◆ **Task requirements**
Working from the records below, repeat exactly the lines starting at the line that contains "font-size:16px; font-style:normal; color:#767676" and ending at the line that contains "flex:none; width:28px; height:28px;", inclusive.

[Stored data entries]
^^^^
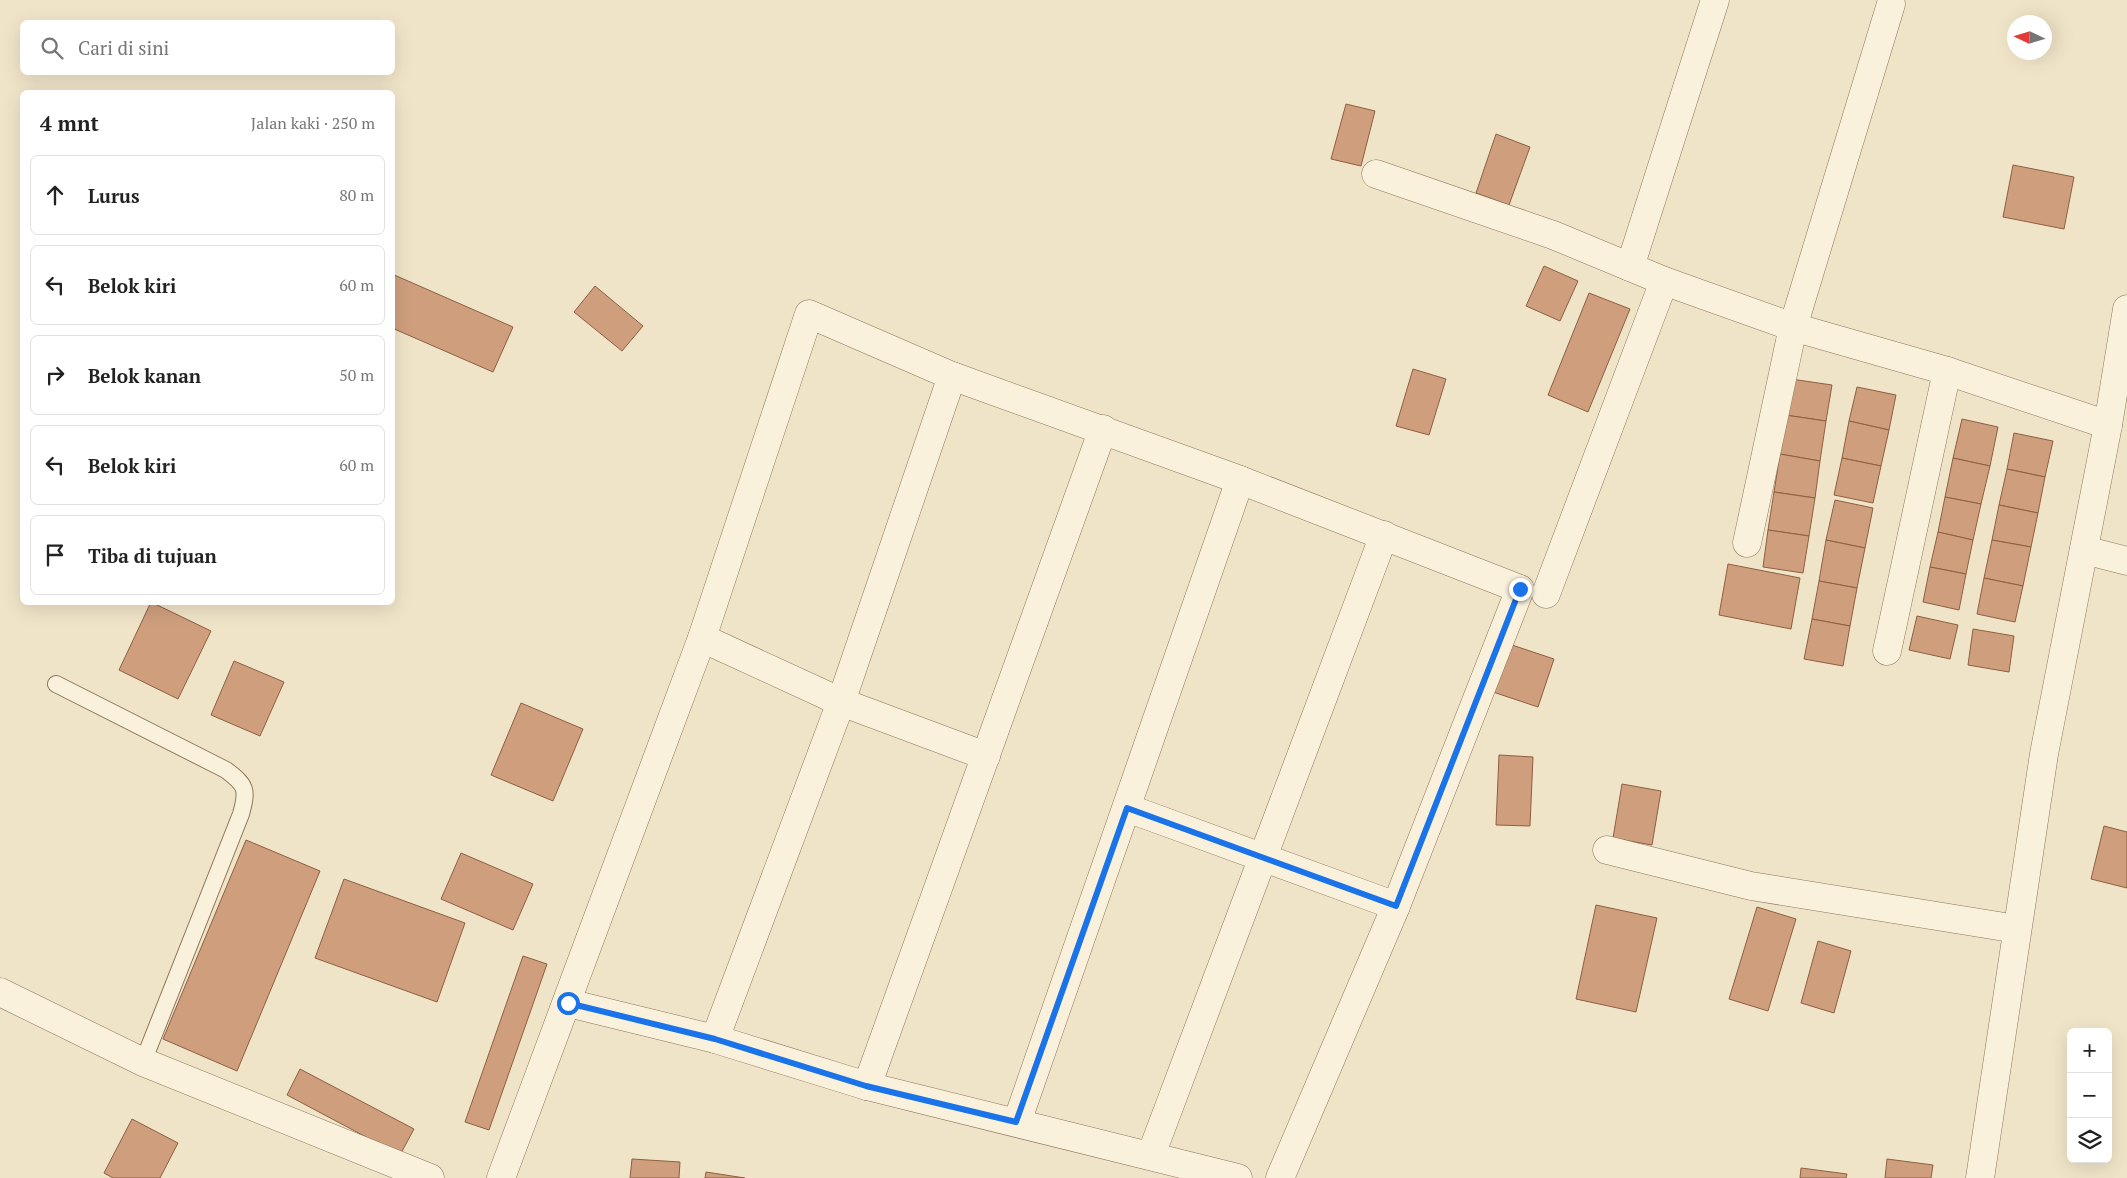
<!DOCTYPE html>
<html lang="id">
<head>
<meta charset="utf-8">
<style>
  body { margin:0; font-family:"PT Serif",serif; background:#f6f6f6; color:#222 }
  .controls { position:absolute; right:15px; bottom:15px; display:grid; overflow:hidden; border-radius:8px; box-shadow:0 5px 20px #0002 }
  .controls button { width:45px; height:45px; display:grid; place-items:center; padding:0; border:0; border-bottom:1px solid #e0e0e0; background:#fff; color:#222; font:25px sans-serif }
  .compass { position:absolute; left:2007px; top:15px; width:45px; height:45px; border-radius:50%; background:#fff; box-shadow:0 5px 20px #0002; rotate:274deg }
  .stop { position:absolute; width:15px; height:15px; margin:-11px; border:4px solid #1a73e8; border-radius:50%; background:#fff }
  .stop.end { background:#1a73e8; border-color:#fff; box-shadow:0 1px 5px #0008 }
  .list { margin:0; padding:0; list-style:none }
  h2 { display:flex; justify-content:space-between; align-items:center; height:65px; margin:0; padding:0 20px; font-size:21px }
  h2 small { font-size:16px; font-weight:400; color:#767676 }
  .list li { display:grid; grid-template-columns:32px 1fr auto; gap:15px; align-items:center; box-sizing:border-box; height:80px; margin:0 10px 10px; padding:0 10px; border:1px solid #e0e0e0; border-radius:8px }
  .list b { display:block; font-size:19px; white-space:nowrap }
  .list em { font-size:16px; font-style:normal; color:#767676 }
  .icon { flex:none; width:28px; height:28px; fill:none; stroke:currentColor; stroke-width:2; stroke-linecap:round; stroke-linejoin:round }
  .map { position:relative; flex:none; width:2127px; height:1178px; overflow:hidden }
  .search { position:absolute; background:#fff; box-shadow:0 5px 20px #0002; left:20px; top:20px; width:375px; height:55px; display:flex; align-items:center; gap:12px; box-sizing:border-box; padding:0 18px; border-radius:8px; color:#767676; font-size:19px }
  .panel { position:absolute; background:#fff; box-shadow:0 5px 20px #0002; left:20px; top:90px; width:375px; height:515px; border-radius:8px }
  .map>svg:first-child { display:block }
  .building { fill:#cf9f7d; stroke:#8d5f41 }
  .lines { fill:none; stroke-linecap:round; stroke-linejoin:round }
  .service-casing { stroke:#8d765c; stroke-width:18 }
  .minor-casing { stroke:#8d765c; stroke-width:29 }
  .service { stroke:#faf1dc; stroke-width:16 }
  .minor { stroke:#faf1dc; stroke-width:28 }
  .route { stroke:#1a73e8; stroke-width:6 }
</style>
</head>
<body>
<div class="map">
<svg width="2127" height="1178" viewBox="0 0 2127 1178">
  <rect width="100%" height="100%" fill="#f0e4c8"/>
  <g class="building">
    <path d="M1346,104L1375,111L1361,166L1331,159Z"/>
    <path d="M1496,134L1530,147L1509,205L1476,193Z"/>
    <path d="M2013,165L2074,177L2064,229L2003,217Z"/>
    <path d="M1544,266L1578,281L1560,321L1526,306Z"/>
    <path d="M392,274L513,327L493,372L392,328Z"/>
    <path d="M595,286L643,326L622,351L574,312Z"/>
    <path d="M1589,293L1630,309L1588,412L1548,395Z"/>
    <path d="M1413,369L1446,379L1429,435L1396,426Z"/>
    <path d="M1791,379L1832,385L1826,421L1785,415Z"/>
    <path d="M1857,387L1896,395L1889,430L1849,421Z"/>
    <path d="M1785,415L1826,421L1820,461L1780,454Z"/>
    <path d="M1962,419L1998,427L1990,466L1953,458Z"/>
    <path d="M1849,421L1889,430L1881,466L1842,458Z"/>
    <path d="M2014,433L2053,441L2045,477L2007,469Z"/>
    <path d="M1780,454L1820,461L1815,498L1774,492Z"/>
    <path d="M1842,458L1881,466L1873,503L1834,495Z"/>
    <path d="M1953,458L1990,466L1981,504L1945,497Z"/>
    <path d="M2007,469L2045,477L2038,513L1999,505Z"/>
    <path d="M1774,492L1815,498L1809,536L1768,530Z"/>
    <path d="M1945,497L1981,504L1973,540L1938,532Z"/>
    <path d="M1835,500L1873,508L1865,548L1826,540Z"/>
    <path d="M1999,505L2038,513L2031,547L1992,540Z"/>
    <path d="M1768,530L1809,536L1803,573L1763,567Z"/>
    <path d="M1938,532L1973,540L1966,574L1930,567Z"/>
    <path d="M1826,540L1865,548L1857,588L1819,581Z"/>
    <path d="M1992,540L2031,547L2023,586L1984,578Z"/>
    <path d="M1728,564L1800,578L1791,629L1719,615Z"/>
    <path d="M1930,567L1966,574L1959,610L1923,602Z"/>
    <path d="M1984,578L2023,586L2015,622L1977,614Z"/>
    <path d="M1819,581L1857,588L1850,626L1812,619Z"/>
    <path d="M151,602L211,631L178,699L119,670Z"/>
    <path d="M1917,616L1958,625L1950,659L1909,650Z"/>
    <path d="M1812,619L1850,626L1843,666L1804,659Z"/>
    <path d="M1973,629L2014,636L2009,672L1968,665Z"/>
    <path d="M1509,644L1554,659L1538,707L1493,692Z"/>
    <path d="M234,661L284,682L260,736L211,715Z"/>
    <path d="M521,703L583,729L553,801L491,775Z"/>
    <path d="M1499,755L1533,757L1530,826L1496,825Z"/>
    <path d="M1622,784L1661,791L1652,845L1613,838Z"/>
    <path d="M2104,826L2127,832V888L2091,879Z"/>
    <path d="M246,840L320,871L237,1071L163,1039Z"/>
    <path d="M461,853L533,884L513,930L441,899Z"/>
    <path d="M344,879L465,923L437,1002L315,958Z"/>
    <path d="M1596,905L1657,918L1636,1012L1576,999Z"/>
    <path d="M1757,907L1796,919L1768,1011L1729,999Z"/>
    <path d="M1818,941L1851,951L1834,1013L1801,1003Z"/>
    <path d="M523,956L547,964L489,1130L465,1122Z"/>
    <path d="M300,1069L414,1129L400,1155L287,1095Z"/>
    <path d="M132,1119L178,1143L160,1178H113L104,1173Z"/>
    <path d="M632,1159L680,1162L679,1178H630Z"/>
    <path d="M1887,1159L1933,1165L1931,1178H1885Z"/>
    <path d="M1801,1168L1847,1174L1846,1178H1800Z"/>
    <path d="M706,1172L745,1178H705Z"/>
  </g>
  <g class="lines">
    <defs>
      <path id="service" d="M56,684L226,770C246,785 248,789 241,814L143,1062"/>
      <g id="minor">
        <path d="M1376,174L1553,235L1664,281L1793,327L1947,371L2108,425"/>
        <path d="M1630,267L1715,0"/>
        <path d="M1747,543L1793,327L1891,4"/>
        <path d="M2084,550L2127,561"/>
        <path d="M1546,594L1664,281"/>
        <path d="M702,638L841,702L986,756"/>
        <path d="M1887,651L1947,371"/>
        <path d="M1127,808L1396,906"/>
        <path d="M1607,850L1751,886L2017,929"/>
        <path d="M0,992L143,1062L430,1178"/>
        <path d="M568,1003L715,1039L867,1086L1238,1178"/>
        <path d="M715,1039L841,702L952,376"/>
        <path d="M867,1086L1103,429"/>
        <path d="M1017,1122L1240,480"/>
        <path d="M1151,1155L1384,535"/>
        <path d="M501,1178L702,638L809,314L952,376L1240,480L1520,589L1396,906L1280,1178"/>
        <path d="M1980,1178L2044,754L2108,425L2127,309"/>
      </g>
    </defs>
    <use href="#service" class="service-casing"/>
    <use href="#minor" class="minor-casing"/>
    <use href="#service" class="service"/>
    <use href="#minor" class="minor"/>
  </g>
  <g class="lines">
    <path class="route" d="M568,1003L715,1039L866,1086L1016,1122L1127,808L1396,906L1520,589"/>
  </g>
</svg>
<div class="controls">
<button>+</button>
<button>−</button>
<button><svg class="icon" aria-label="layers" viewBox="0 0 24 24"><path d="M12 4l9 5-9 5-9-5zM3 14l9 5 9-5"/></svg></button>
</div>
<svg class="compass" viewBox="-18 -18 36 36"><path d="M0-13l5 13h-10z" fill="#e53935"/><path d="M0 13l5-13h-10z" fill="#767676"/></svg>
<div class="stop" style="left:568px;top:1003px"></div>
<div class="stop end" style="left:1520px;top:589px"></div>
<div class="search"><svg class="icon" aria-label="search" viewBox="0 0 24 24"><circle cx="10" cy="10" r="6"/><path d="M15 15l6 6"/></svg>Cari di sini</div>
<section class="panel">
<h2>4 mnt<small>Jalan kaki · 250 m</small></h2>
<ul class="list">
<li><svg class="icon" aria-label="ahead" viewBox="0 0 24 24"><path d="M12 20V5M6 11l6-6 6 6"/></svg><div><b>Lurus</b></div><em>80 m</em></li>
<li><svg class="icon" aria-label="left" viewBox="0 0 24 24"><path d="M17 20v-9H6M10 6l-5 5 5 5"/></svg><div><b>Belok kiri</b></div><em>60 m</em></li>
<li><svg class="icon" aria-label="right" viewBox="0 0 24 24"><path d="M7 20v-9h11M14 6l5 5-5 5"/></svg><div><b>Belok kanan</b></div><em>50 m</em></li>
<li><svg class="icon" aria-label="left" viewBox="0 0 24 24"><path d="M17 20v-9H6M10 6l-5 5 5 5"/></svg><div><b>Belok kiri</b></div><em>60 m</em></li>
<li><svg class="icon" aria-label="arrive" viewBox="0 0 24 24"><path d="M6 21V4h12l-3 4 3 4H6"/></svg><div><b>Tiba di tujuan</b></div></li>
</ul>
</section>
</div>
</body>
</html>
^^^^
◆ **Your response**
  .list em { font-size:16px; font-style:normal; color:#767676 }
  .icon { flex:none; width:28px; height:28px; fill:none; stroke:currentColor; stroke-width:2; stroke-linecap:round; stroke-linejoin:round }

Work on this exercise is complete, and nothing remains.